28 N.W.2d 682, 224 Minn. 361, 1947 Minn. LEXIS 542
CourtSupreme Court of Minnesota
DecidedJuly 18, 1947
DocketNo. 34,392.
StatusPublished
Cited by8 cases

This text of 28 N.W.2d 682 (Willner v. Wallinder Sash & Door Co.) is published on Counsel Stack Legal Research, covering Supreme Court of Minnesota primary law. Counsel Stack provides free access to over 12 million legal documents including statutes, case law, regulations, and constitutions.

Bluebook
Willner v. Wallinder Sash & Door Co., 28 N.W.2d 682, 224 Minn. 361, 1947 Minn. LEXIS 542 (Mich. 1947).

Opinion

Julius J. Olson, Justice.

This was an action to foreclose a mechanic’s lien upon certain real estate belonging to the corporate defendant. The issues to be determined here are limited to the respective claims and denials of plaintiff and the corporate defendant. The complaint is in the usual and standard form in mechanics’ lien cases. Defendant answered, setting forth in substance that an agreement had been made between it and plaintiff whereby plaintiff was to construct an addition to defendant’s manufacturing plant. Plaintiff was to furnish the labor and equipment to do the job, and defendant was to furnish the material. Plaintiff’s compensation was to be upon a cost-plus percentage basis. By its separate pleading, defendant also counterclaimed for damages amounting to $165,500, which has for its basis the claim that plaintiff negligently started a fire during the performance of his work and that he negligently permitted the fire so started to spread, thereby destroying defendant’s entire plant, including the work then partly performed by him under his construction contract. Plaintiff replied, denying all new matter, averred that defendant was contributorily negligent in its effort to put out the fire, and that its efforts in this respect were so negligently performed as to cause, in large part at least, the loss sustained.

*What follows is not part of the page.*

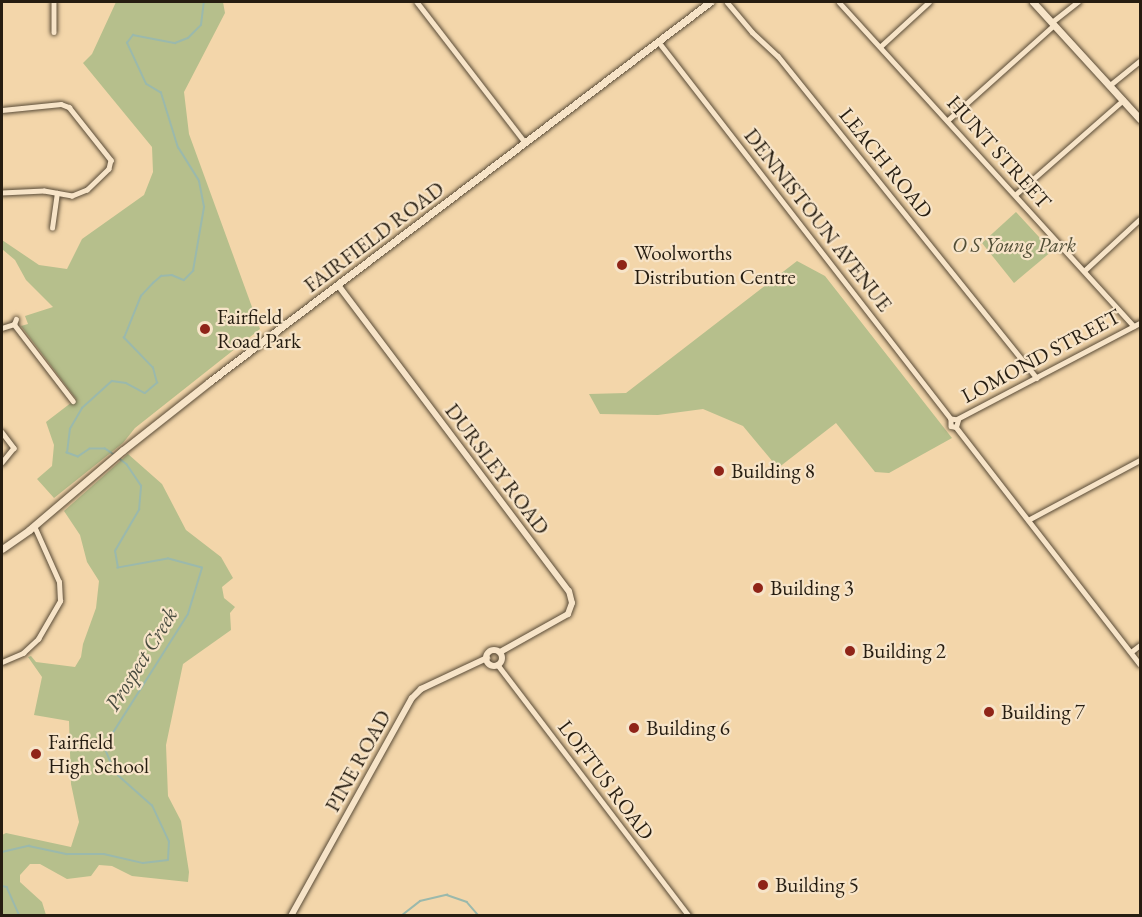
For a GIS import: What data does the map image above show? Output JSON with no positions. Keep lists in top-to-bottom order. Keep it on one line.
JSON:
{"streets":{"main road":["FAIRFIELD ROAD"],"street":["HUNT STREET","LEACH ROAD","DENNISTOUN AVENUE","LOMOND STREET","DURSLEY ROAD","PINE ROAD","LOFTUS ROAD"]},"crossings":[["HUNT STREET","LOMOND STREET"],["LEACH ROAD","LOMOND STREET"],["DENNISTOUN AVENUE","FAIRFIELD ROAD"],["DENNISTOUN AVENUE","LOMOND STREET"],["FAIRFIELD ROAD","DURSLEY ROAD"],["DURSLEY ROAD","PINE ROAD"],["DURSLEY ROAD","LOFTUS ROAD"],["PINE ROAD","LOFTUS ROAD"]],"water":["Prospect Creek"],"parks":["O S Young Park"],"places":["Woolworths Distribution Centre","Fairfield Road Park","Building 8","Building 3","Building 2","Building 7","Building 6","Fairfield High School","Building 5"]}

*363 At the commencement of the trial, counsel stated that, while this was an action which would ordinarily he tried to the court without a jury, arrangements by counsel had been made to submit certain questions to the jury. The questions submitted and the answers thereto were as follows:

1. “Did the fire start as a result of any negligence of Mr. Willner or a member or members of the Willner crew?” The jury’s answer was “Yes.”

2. “Was the fire permitted to spread as a result of any negligence of Mr. Willner or a member or members of the Willner crew?” The jury’s answer was “No.”

3. “Was there any negligence on the part of Wallinder Sash & Door Co. or a member or members of its crew which contributed to the starting of the fire?” This question was answered by the court “No” as a matter of law.

á. “Was there any negligence on the part of the Wallinder Sash & Door Co. or a member or members of its crew which contributed to the spreading of the fire?” The jury’s answer was “Yes.”

In this connection, Mr. Boyle, of counsel for defendant, stated for the record:

“I think it was clearly understood by counsel that the question of independent contractor, or of employer and employee would be reserved for decision by the court, and the jury would be merely asked to decide the questions which I have read into the record. I don’t know if there is anything to be added to that statement. The question of proximate cause is to be determined by the court.

“The Court: I understand it is for the jury to decide these questions alone?

“Mr. Boyle: Yes, the relationship of independent contractor and employer and employee and other questions are to be determined by the court afterwards.”

No one questioned Mr. Boyle’s statement. Thereupon and within the agreed limits, the trial proceeded. The resulting special verdicts have been recited.

*364 There had been pre-trial conferences between counsel and the court. As a result of these, the jury issues were framed. The issues raised by defendant’s counterclaim were to be first determined, and thereafter all other issues were to be tried to and disposed of by the court.

After the jury trial had been concluded and the special verdicts rendered, the court, on defendant’s motion, vacated the jury’s negative answer to the second question and substituted its own affirmative answer. It did the same thing with respect to the fourth question, substituting its own negative answer in place of the jury’s affirmative finding.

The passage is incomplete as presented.